The workshop I went to last October had one of the questions aimed at this, sort of. The last day, the fifth question was: If today was your last 24 hours on earth, you’re leaving on a space capsule, and you only get to take with you the pictures you take now, what do you take? Now after we’d done the exercises, we were talking about the uses of the questions, and I asked, “How often are you doing ‘last 24’?” Sara, the instructor, said without hesitation,“All the time.”
And if you think about it, it kinda makes sense: all the time, it could be your last 24 hours to make art, to look and see, and be in the world. So to be thinking, is what I’m doing important enough to take with me? If it is, then dammit, there’s room for me to be here making it. Somewhere, probably instagram, I saw a poem that included the line “You are allowed to occupy space,” and that’s maybe something I didn’t always feel entitled to? It’s true, though: even though the world doesn’t always want to give it to you, it’s OK to be here and do your thing.

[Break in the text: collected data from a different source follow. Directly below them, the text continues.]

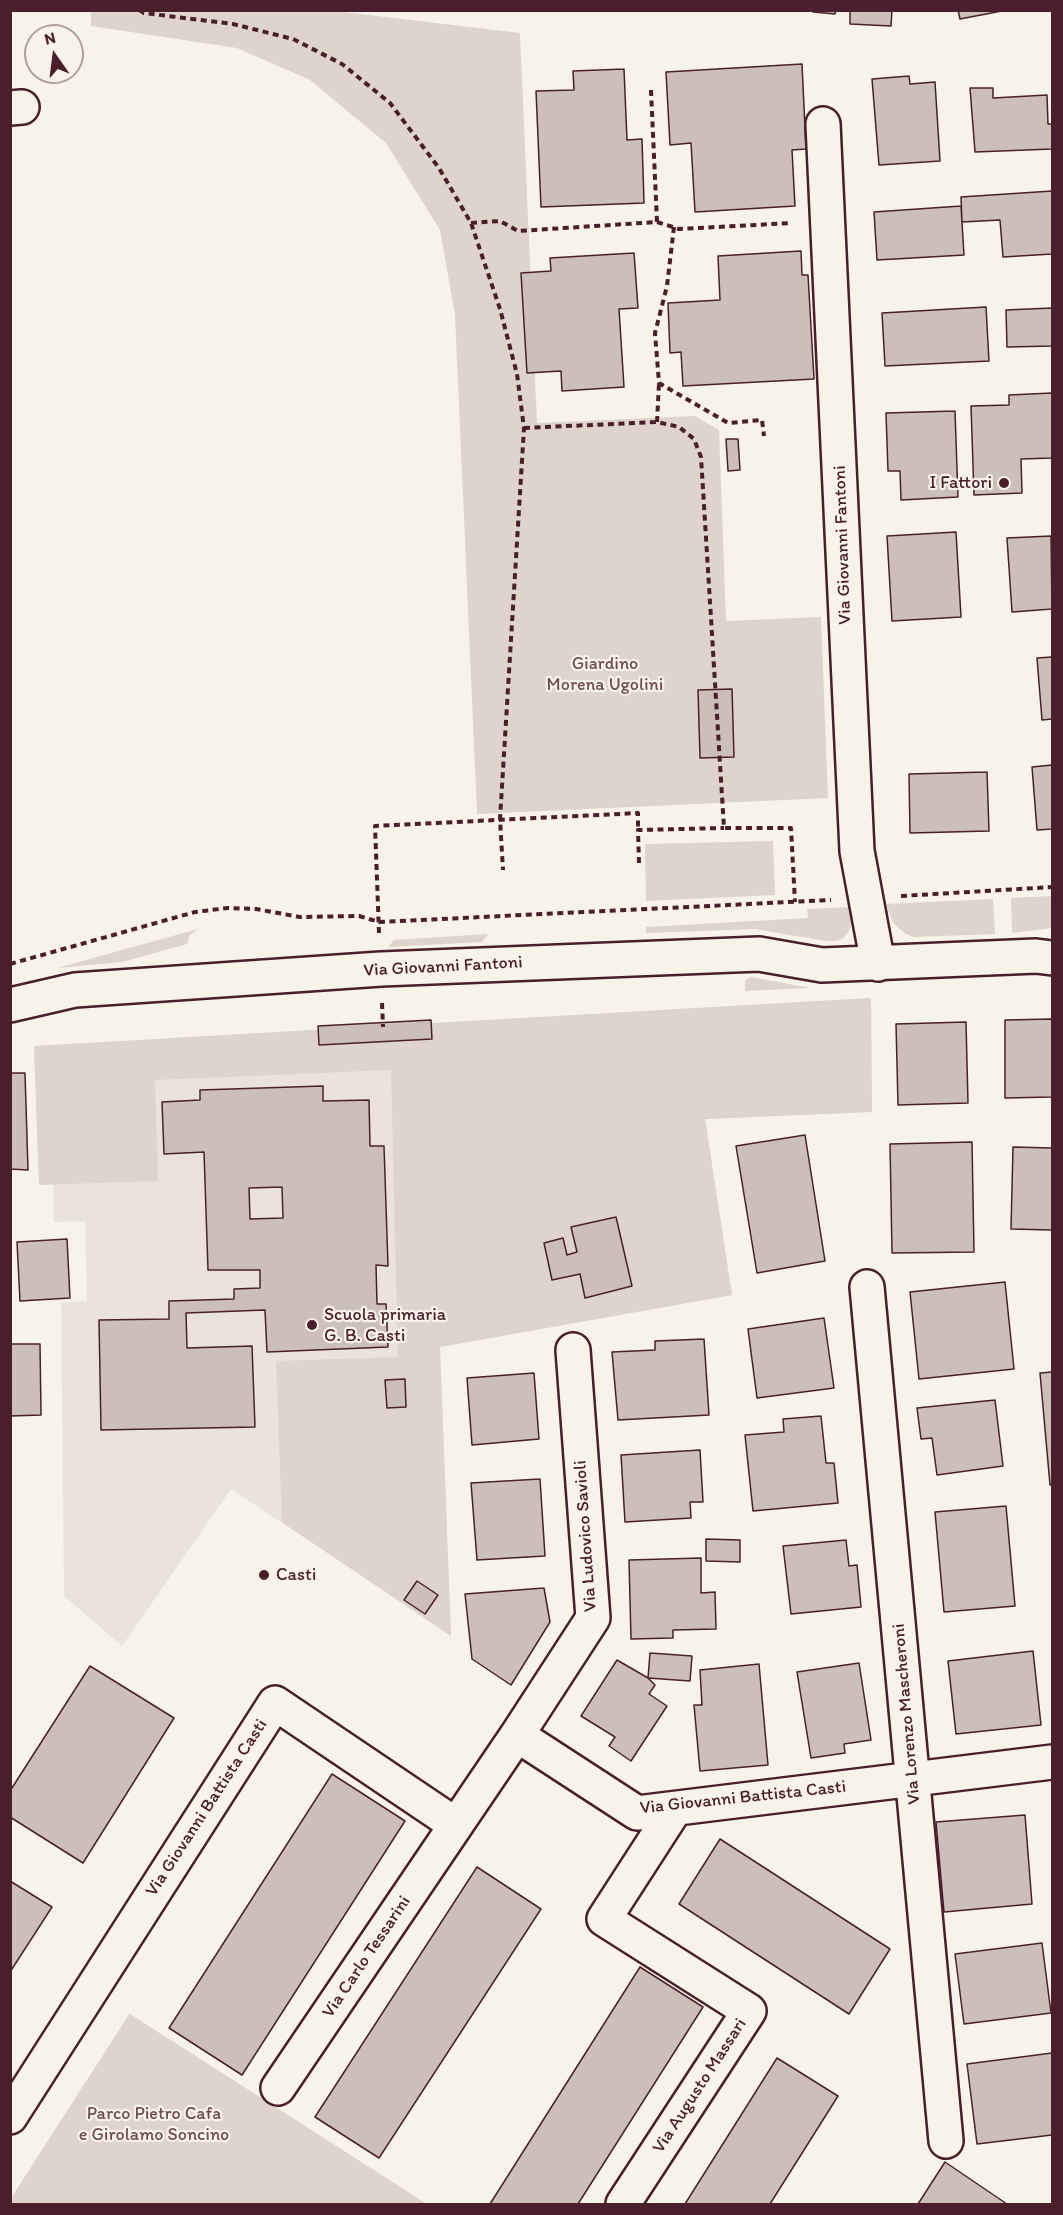 <!DOCTYPE html>
<html>
<head>
<meta charset="utf-8">
<style>
	body { margin:0 }
	#map { position:relative; width:1063px; height:2215px; overflow:hidden; background:#f7f3e8; font-family:Itim,sans-serif }
	canvas { display:block }
	.frame { position:absolute; inset:0; border:12px solid #4a1f2b; pointer-events:none }
	.north { position:absolute; left:24px; top:24px; width:60px; height:60px; box-sizing:border-box; background:#f7f3e8; border:2px solid #b29e9c; border-radius:50%; rotate:346deg; font-size:16px; font-weight:700; line-height:24px; text-align:center; color:#4a1f2b }
	.north::after { content:''; display:block; margin:auto; width:21px; height:27px; background:#4a1f2b; clip-path:polygon(50% 0,100% 100%,50% 72%,0 100%) }
</style>
</head>
<body>
<div id="map">
<canvas width="1063" height="2215"></canvas>
<div class="frame"></div>
<div class="north">N</div>
</div>
<script>
const ctx = document.querySelector('canvas').getContext('2d');
ctx.lineJoin = 'round';
function paint(path, color) {
  ctx.fillStyle = color;
  ctx.fill(path, 'evenodd');
}
function poly(rows) {
  const path = new Path2D();
  for (const r of rows) {
    path.moveTo(r[0], r[1]);
    for (let i = 2; i < r.length; i += 2) path.lineTo(r[i], r[i + 1]);
  }
  return path;
}
function trace(path, color, width, dash) {
  ctx.strokeStyle = color;
  ctx.lineWidth = width;
  ctx.lineCap = dash ? 'butt' : 'round';
  ctx.setLineDash(dash || []);
  ctx.stroke(path);
}
function write(font, color, halo, rows, align = 'center') {
  ctx.font = font + ' Itim,sans-serif';
  ctx.lineWidth = 4.5;
  ctx.setLineDash([]);
  ctx.textBaseline = 'middle';
  ctx.strokeStyle = halo;
  ctx.fillStyle = color;
  for (const [text, x, y, turn = 0] of rows) {
    ctx.save();
    ctx.translate(x, y);
    ctx.rotate((+turn || 0) * Math.PI / 180);
    ctx.textAlign = isNaN(turn) ? turn : align;
    if (halo) ctx.strokeText(text, 0, 0);
    ctx.fillText(text, 0, 0);
    ctx.restore();
  }
}
const built = poly([
	[871,998,872,1112,705,1119,732,1295,440,1347,451,1636,231,1489,122,1646,64,1596,61,1303,87,1301,85,1221,54,1222,53,1184,39,1185,34,1046]
]);
const green = poly([
	[327,10,520,33,537,423,695,416,719,430,726,621,821,617,828,798,477,814,455,315,440,230,386,143,310,80,237,48,91,26,91,11],
	[773,841,775,895,646,901,645,844],
	[1052,896,1052,928,1012,933,1011,898],
	[993,899,995,934,914,937,906,934,893,923,886,904],
	[849,907,851,923,849,931,844,938,836,941,825,941,755,929,646,933,646,927,808,918,807,909],
	[198,929,190,935,187,944,122,962,57,968],
	[488,934,482,942,388,947,394,940],
	[751,977,811,988,745,991,745,980],
	[871,998,872,1112,705,1119,732,1295,440,1347,451,1636,282,1522,276,1361,398,1357,391,1070,155,1080,158,1181,39,1185,34,1046],
	[130,2013,130,2014,427,2204,11,2204,11,2198]
]);
const building = poly([
	[813,10,836,10,835,14,813,12,813,10],
	[850,10,892,10,891,26,850,24,850,10],
	[958,10,1007,10,960,19,958,10],
	[802,64,806,149,792,150,795,206,695,212,691,143,670,145,666,72,802,64],
	[624,69,627,140,642,139,644,203,541,207,536,91,574,90,573,71,624,69],
	[909,76,910,84,935,82,940,161,879,165,872,79,909,76],
	[970,88,993,88,993,98,1047,95,1048,124,1052,124,1052,149,975,152,970,88],
	[1052,191,1052,254,1003,257,1000,220,962,222,961,197,1052,191],
	[961,206,964,255,877,260,874,212,961,206],
	[801,251,802,275,808,275,814,379,683,386,681,352,670,353,668,303,720,300,718,256,801,251],
	[634,253,638,308,619,309,624,387,562,391,561,371,527,373,521,273,551,271,550,258,634,253],
	[986,307,989,361,885,366,882,313,986,307],
	[1052,308,1052,346,1007,347,1006,310,1052,308],
	[1052,393,1052,458,1021,459,1022,493,974,495,971,406,1009,405,1009,395,1052,393],
	[955,411,958,497,901,500,900,471,888,471,886,413,955,411],
	[726,439,738,439,740,470,728,471,726,439],
	[956,532,961,617,892,621,887,536,956,532],
	[1051,536,1052,609,1012,612,1007,538,1051,536],
	[1052,657,1052,719,1042,720,1037,658,1052,657],
	[732,689,734,757,700,758,698,690,732,689],
	[1052,765,1052,829,1037,830,1032,767,1052,765],
	[987,772,989,831,910,833,909,774,987,772],
	[1052,1019,1052,1097,1005,1098,1005,1020,1052,1019],
	[431,1020,432,1039,319,1045,318,1026,431,1020],
	[966,1022,968,1103,898,1105,896,1024,966,1022],
	[10,1073,25,1073,28,1170,10,1169,10,1073],
	[323,1086,323,1101,369,1100,370,1146,384,1146,388,1266,376,1265,377,1304,386,1304,388,1347,267,1352,265,1310,186,1313,187,1348,252,1346,255,1427,101,1430,99,1320,169,1319,169,1301,234,1299,234,1289,260,1288,260,1270,208,1270,204,1152,164,1154,162,1102,200,1100,200,1090,323,1086],
	[282,1187,283,1218,250,1219,249,1188,282,1187],
	[805,1135,825,1261,757,1273,736,1146,805,1135],
	[972,1142,974,1252,892,1253,890,1144,972,1142],
	[1013,1147,1052,1148,1052,1230,1011,1229,1013,1147],
	[616,1217,632,1286,585,1298,580,1274,552,1280,544,1243,563,1238,567,1255,577,1252,571,1227,616,1217],
	[67,1239,70,1298,20,1301,17,1242,67,1239],
	[1005,1282,1014,1369,919,1379,910,1292,1005,1282],
	[824,1318,834,1388,757,1398,748,1329,824,1318],
	[704,1339,709,1415,618,1420,612,1352,655,1350,655,1341,704,1339],
	[10,1344,40,1344,41,1415,10,1416,10,1344],
	[1052,1372,1052,1485,1050,1485,1040,1373,1052,1372],
	[534,1373,539,1439,472,1445,467,1378,534,1373],
	[405,1379,406,1407,387,1408,385,1380,405,1379],
	[995,1400,1003,1466,937,1475,932,1438,921,1439,917,1408,995,1400],
	[821,1416,826,1463,834,1463,838,1503,753,1511,745,1435,784,1432,783,1419,821,1416],
	[700,1450,703,1502,690,1502,691,1518,625,1522,621,1455,700,1450],
	[540,1479,545,1556,477,1560,471,1483,540,1479],
	[1006,1506,1015,1606,944,1612,935,1512,1006,1506],
	[706,1539,740,1540,740,1562,706,1561,706,1539],
	[846,1540,849,1566,857,1565,861,1607,791,1614,783,1546,846,1540],
	[701,1558,701,1593,715,1592,716,1629,673,1630,673,1638,631,1639,629,1560,701,1558],
	[417,1581,438,1595,425,1614,404,1600,417,1581],
	[544,1588,550,1622,511,1685,472,1659,465,1594,544,1588],
	[1033,1651,1041,1725,956,1734,948,1661,1033,1651],
	[650,1653,692,1656,690,1681,648,1678,650,1653],
	[617,1660,648,1678,655,1685,649,1694,667,1706,631,1761,609,1746,615,1737,581,1716,617,1660],
	[859,1663,871,1740,844,1744,845,1753,811,1758,797,1672,859,1663],
	[759,1664,768,1765,700,1771,694,1705,702,1705,700,1670,759,1664],
	[90,1666,174,1718,83,1863,10,1817,10,1791,90,1666],
	[332,1774,405,1821,242,2075,169,2028,332,1774],
	[1025,1815,1032,1904,944,1912,936,1822,1025,1815],
	[720,1839,890,1949,849,2014,679,1904,720,1839],
	[477,1867,541,1909,379,2158,315,2117,477,1867],
	[10,1881,52,1907,10,1972,10,1881],
	[1042,1943,1051,2013,964,2024,955,1954,1042,1943],
	[640,1967,703,2007,578,2204,490,2204,640,1967],
	[1052,2053,1052,2135,977,2144,967,2064,1052,2053],
	[777,2058,838,2096,770,2204,685,2204,777,2058],
	[945,2162,1007,2204,918,2204,945,2162]
]);
const path = poly([
	[139,10,144,13,233,24,293,39,342,64,390,103,439,168,471,223,500,309,517,374,524,428,500,819,503,870],
	[651,90,657,222],
	[471,223,500,221,518,231,657,222,679,229,792,223],
	[674,227,667,286,655,333,659,383,728,423,762,420,764,436],
	[657,422,659,383],
	[524,428,657,422,679,427,694,439,701,457,724,828,791,828,795,902],
	[639,863,638,830,724,828],
	[901,896,1052,887],
	[379,933,375,826,638,813,638,830],
	[10,964,195,912,228,908,256,909,300,917,359,916,379,922,831,900],
	[382,1003,383,1027]
]);
const minor = poly([
	[10,108,22,107],
	[823,124,857,851,878,964],
	[10,1005,75,990,381,969,759,954,822,965,1036,956,1052,958],
	[867,1287,946,2141],
	[517,1735,593,1618,573,1350],
	[278,2088,456,1825],
	[10,2117,275,1703,456,1825,517,1735,637,1813,1052,1762],
	[623,2204,749,2011,604,1919,675,1809]
]);
const markers = [
	[1004,483,6,"#4a1f2b"],
	[312,1325,6,"#4a1f2b"],
	[264,1575,6,"#4a1f2b"]
];
const poiNames = [
	["I Fattori",992,483,"right"],
	["Scuola primaria",324,1315],
	["G. B. Casti",324,1336],
	["Casti",276,1575]
];
const streetNames = [
	["Via Giovanni Fantoni",843,545,-92],
	["Via Giovanni Fantoni",443,967,-3],
	["Via Ludovico Savioli",586,1536,-94],
	["Via Lorenzo Mascheroni",907,1714,-95],
	["Via Giovanni Battista Casti",743,1798,-6],
	["Via Giovanni Battista Casti",207,1808,-57],
	["Via Carlo Tessarini",367,1957,-56],
	["Via Augusto Massari",700,2086,-57]
];
const parkNames = [
	["Giardino",605,664],
	["Morena Ugolini",605,685],
	["Parco Pietro Cafa",154,2114],
	["e Girolamo Soncino",154,2135]
];
paint(built, '#eae3da');
paint(green, '#ded4cc');
paint(building, '#ccbfb9');
trace(building, '#4a1f2b', 1.5);
trace(minor, '#4a1f2b', 38);
trace(path, '#4a1f2b', 4, [6, 4.5]);
trace(minor, '#f7f3e8', 33);
for (const [x, y, r, color] of markers) {
  const dot = new Path2D();
  dot.arc(x, y, r, 0, 2 * Math.PI);
  ctx.fillStyle = color;
  ctx.fill(dot);
  trace(dot, '#f7f3e8', 2);
}
write('18px', '#4a1f2b', '#f7f3e8', poiNames, 'left');
write('18px', '#4a1f2b', '#f7f3e8', streetNames);
write('18px', '#6f4c53', '#f7f3e8', parkNames);
</script>
</body>
</html>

So, remember your Baldwin (emphasis mine):
For nothing is fixed,
forever, forever, forever,
it is not fixed;
the earth is always shifting,
the light is always changing,
the sea does not cease to grind down rock.
Generations do not cease to be born,
and we are responsible to them
because we are the only witnesses they have.
The sea rises, the light fails,
lovers cling to each other,
and children cling to us.
The moment we cease to hold each other,
the moment we break faith with one another,
the sea engulfs us and the light goes out.